Le Comte Rasumofsky attaque un de nos Statuts. Le § 219 porte que les ouvrages des professeurs sont exempts de censure, même de celle de l’Université, et cela parce que les professeurs sont eux-mêmes censeurs dans leur partie, et qu’ils sont personnellement responsables. Cette mesure est non seulement conséquente, mais elle est encore motivée par le but d’éviter les dissensions qui peuvent avoir lieu lorsqu’un professeur devient le censeur de son collègue.

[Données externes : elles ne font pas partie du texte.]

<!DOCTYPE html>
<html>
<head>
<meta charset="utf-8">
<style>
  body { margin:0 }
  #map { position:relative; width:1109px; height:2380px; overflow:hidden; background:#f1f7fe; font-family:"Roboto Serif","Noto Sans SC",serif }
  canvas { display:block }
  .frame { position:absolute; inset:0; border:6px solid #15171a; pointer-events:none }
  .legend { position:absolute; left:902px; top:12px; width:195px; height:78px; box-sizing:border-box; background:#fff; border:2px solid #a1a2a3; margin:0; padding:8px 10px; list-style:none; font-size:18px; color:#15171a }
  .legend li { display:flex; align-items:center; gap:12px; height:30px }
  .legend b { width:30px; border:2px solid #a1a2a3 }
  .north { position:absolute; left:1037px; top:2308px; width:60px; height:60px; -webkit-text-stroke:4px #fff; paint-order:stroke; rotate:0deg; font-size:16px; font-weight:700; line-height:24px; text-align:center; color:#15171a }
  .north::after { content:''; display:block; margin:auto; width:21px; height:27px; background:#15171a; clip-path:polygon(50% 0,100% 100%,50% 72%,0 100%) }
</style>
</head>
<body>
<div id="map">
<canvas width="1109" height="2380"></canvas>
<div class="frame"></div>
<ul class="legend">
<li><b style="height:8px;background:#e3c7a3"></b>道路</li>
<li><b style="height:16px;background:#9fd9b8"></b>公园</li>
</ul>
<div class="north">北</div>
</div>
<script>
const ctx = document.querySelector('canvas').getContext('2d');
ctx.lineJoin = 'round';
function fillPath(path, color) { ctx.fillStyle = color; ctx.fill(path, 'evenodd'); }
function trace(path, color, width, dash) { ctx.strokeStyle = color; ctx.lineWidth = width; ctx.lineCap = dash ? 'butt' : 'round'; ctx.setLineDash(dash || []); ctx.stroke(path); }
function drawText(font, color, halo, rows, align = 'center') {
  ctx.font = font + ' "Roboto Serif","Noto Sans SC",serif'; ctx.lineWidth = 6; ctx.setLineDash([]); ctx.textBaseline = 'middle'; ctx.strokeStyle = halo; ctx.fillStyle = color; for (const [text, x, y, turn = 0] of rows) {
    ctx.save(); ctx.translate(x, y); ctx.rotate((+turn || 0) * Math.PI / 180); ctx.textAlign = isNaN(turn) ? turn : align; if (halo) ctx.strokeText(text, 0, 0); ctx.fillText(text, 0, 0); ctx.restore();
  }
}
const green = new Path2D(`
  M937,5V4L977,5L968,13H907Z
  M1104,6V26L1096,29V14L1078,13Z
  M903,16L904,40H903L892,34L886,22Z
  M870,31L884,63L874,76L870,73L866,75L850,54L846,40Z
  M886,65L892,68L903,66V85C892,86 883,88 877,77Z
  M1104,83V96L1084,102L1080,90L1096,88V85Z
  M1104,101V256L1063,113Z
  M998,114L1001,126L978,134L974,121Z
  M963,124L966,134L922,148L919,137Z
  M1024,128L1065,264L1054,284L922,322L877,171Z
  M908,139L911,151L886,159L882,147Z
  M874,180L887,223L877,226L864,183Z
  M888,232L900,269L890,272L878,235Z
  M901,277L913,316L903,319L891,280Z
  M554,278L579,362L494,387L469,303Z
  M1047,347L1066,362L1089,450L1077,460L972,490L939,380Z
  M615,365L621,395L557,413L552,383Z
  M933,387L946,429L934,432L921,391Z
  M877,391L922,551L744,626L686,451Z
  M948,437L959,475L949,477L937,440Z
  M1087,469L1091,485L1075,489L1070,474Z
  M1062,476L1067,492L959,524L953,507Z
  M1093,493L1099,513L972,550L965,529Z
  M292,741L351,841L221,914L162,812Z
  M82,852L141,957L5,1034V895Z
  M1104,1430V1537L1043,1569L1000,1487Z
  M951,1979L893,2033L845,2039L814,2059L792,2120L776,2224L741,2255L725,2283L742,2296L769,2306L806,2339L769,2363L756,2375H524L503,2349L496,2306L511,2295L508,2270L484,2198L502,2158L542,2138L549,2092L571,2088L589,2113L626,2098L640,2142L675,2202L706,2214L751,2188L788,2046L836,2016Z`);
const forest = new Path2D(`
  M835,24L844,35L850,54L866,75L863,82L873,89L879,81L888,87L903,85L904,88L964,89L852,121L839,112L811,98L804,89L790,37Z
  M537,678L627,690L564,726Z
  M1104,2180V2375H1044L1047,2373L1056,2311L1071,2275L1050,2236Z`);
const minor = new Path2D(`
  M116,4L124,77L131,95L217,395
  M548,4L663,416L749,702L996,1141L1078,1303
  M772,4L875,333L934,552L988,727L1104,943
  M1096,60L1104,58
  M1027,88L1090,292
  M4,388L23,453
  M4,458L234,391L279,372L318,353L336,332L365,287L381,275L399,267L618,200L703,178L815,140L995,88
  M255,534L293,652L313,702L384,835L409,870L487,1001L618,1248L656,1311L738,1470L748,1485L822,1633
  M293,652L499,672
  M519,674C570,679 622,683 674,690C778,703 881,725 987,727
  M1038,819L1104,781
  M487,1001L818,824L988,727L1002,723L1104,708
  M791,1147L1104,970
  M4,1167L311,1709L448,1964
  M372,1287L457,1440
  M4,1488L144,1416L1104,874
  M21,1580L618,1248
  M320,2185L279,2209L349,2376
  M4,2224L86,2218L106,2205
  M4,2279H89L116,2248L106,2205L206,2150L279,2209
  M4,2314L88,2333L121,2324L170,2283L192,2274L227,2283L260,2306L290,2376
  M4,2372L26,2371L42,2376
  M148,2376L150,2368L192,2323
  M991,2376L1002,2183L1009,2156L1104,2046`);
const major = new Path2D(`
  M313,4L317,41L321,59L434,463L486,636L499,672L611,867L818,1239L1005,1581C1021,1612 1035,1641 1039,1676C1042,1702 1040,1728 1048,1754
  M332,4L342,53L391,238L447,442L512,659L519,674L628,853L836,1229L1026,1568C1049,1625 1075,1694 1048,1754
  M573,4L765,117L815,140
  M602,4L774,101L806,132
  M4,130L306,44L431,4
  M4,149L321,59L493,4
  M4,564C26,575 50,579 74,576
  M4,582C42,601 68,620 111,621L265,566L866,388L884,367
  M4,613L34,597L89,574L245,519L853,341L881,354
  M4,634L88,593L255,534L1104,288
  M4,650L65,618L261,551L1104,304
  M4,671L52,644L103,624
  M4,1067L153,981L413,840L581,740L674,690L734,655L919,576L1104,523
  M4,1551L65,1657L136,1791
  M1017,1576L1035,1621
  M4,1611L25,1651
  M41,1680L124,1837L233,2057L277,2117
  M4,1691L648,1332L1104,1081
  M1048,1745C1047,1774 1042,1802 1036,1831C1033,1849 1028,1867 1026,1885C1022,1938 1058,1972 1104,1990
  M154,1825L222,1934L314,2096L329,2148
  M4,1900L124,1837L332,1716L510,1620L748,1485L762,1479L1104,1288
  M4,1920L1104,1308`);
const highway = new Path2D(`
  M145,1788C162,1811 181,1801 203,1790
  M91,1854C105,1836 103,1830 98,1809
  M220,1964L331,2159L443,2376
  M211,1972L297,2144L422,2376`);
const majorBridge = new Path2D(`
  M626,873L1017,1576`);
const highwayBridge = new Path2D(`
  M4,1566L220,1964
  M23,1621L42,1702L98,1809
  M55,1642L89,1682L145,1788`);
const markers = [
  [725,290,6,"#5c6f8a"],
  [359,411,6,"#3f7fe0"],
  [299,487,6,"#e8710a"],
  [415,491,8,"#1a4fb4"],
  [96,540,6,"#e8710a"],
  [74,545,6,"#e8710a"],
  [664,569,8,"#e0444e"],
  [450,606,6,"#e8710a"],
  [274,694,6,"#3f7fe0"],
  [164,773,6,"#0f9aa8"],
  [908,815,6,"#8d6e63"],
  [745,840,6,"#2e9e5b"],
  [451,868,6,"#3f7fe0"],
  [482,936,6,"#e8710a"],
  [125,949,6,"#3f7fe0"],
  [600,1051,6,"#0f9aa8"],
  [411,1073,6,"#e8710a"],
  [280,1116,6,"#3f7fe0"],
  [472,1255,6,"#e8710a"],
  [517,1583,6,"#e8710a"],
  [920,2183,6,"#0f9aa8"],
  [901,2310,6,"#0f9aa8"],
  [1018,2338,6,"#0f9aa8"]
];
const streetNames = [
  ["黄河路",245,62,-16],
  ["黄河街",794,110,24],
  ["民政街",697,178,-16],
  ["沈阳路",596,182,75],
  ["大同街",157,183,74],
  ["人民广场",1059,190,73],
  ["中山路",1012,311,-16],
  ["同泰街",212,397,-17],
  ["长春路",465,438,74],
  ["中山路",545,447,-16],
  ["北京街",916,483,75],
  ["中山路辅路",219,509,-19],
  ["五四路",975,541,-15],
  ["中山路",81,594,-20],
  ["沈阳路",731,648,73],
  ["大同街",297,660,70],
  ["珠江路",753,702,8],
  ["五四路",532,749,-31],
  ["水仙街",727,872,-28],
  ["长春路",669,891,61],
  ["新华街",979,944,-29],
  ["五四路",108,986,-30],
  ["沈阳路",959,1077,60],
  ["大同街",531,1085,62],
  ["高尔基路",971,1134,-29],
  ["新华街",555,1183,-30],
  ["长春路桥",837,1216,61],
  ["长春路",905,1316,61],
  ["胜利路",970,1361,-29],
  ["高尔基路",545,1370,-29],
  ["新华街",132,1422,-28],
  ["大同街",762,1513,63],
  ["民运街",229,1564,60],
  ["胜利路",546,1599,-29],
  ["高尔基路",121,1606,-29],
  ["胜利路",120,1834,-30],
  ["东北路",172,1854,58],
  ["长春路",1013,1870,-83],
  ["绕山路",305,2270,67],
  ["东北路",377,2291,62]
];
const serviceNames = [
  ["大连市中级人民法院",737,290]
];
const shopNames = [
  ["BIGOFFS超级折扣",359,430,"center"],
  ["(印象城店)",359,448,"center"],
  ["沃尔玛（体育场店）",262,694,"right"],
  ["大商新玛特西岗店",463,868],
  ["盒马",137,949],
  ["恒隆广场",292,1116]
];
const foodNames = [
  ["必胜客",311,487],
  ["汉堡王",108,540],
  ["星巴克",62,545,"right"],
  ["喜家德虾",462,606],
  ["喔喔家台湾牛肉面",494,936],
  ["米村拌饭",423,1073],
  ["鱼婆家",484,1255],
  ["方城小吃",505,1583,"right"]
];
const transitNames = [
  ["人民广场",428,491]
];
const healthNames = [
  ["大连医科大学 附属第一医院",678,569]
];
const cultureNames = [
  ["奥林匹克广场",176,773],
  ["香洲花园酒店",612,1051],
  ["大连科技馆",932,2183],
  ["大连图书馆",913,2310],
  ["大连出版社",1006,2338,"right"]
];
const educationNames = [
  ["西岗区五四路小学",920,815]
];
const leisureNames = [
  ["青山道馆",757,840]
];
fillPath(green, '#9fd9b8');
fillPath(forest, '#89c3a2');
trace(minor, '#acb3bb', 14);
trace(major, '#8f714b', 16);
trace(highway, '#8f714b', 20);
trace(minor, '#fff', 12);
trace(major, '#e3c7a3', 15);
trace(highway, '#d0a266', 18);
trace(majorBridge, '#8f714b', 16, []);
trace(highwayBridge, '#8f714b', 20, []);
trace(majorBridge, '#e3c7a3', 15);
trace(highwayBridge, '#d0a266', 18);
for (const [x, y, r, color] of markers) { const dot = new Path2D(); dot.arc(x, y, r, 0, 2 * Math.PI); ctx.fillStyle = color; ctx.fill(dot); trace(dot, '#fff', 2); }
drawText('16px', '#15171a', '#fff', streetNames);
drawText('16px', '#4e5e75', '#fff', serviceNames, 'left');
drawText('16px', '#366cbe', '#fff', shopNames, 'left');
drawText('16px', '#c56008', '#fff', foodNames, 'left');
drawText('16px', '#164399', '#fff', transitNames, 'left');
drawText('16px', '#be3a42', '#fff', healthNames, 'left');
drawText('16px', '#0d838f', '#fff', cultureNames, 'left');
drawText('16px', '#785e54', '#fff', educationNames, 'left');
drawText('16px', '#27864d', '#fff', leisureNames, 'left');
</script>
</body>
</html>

Pour nous ôter ce privilège le Comte Rasumofsky se fonde uniquement sur l’Ukase du 31 Janvier 1809. Mais cet Ukase porte, mot-à-mot, «que tout ouvrage qu’un membre d’une autorité quelconque veut faire imprimer et pour lequel les supérieurs font une représentation ne peut être imprimé sans l’approbation de la censure du district de l’Université». Cet Ukase avait été motivé par l’ouvrage de Saalfeld concernant les églises protestantes, qui avait causé tant de réclamations et qui avait été imprimé après que le Ministre de la justice Vous l’avait présenté1. Les ouvrages des professeurs ne sont pas de la classe de ceux qui ont besoin d’une représentation faite par les supérieurs. Le sens littéral et moral de l’Ukase prouve que Vous aviez uniquement les ouvrages des corps administratifs ou de leurs membres en vue, non les ouvrages littéraires et que par conséquent Votre intention n’était pas d’anéantir un § de nos Statuts. En outre depuis près de deux ans que cet Ukase existe ni le curateur ni le ministre précedant ne l’ont expliqué de cette manière; car ils nous l’ont envoyé sans nous prescrire de le suivre pour nos propres ouvrages, et plusieurs professeurs, du nombre desquels je suis moi-même, ont fait imprimer leurs livres sans censure et en ont envoyé des exemplaires à tout le ministère de l’instruction publique sans qu’on ait fait la moindre remarque à cet égard.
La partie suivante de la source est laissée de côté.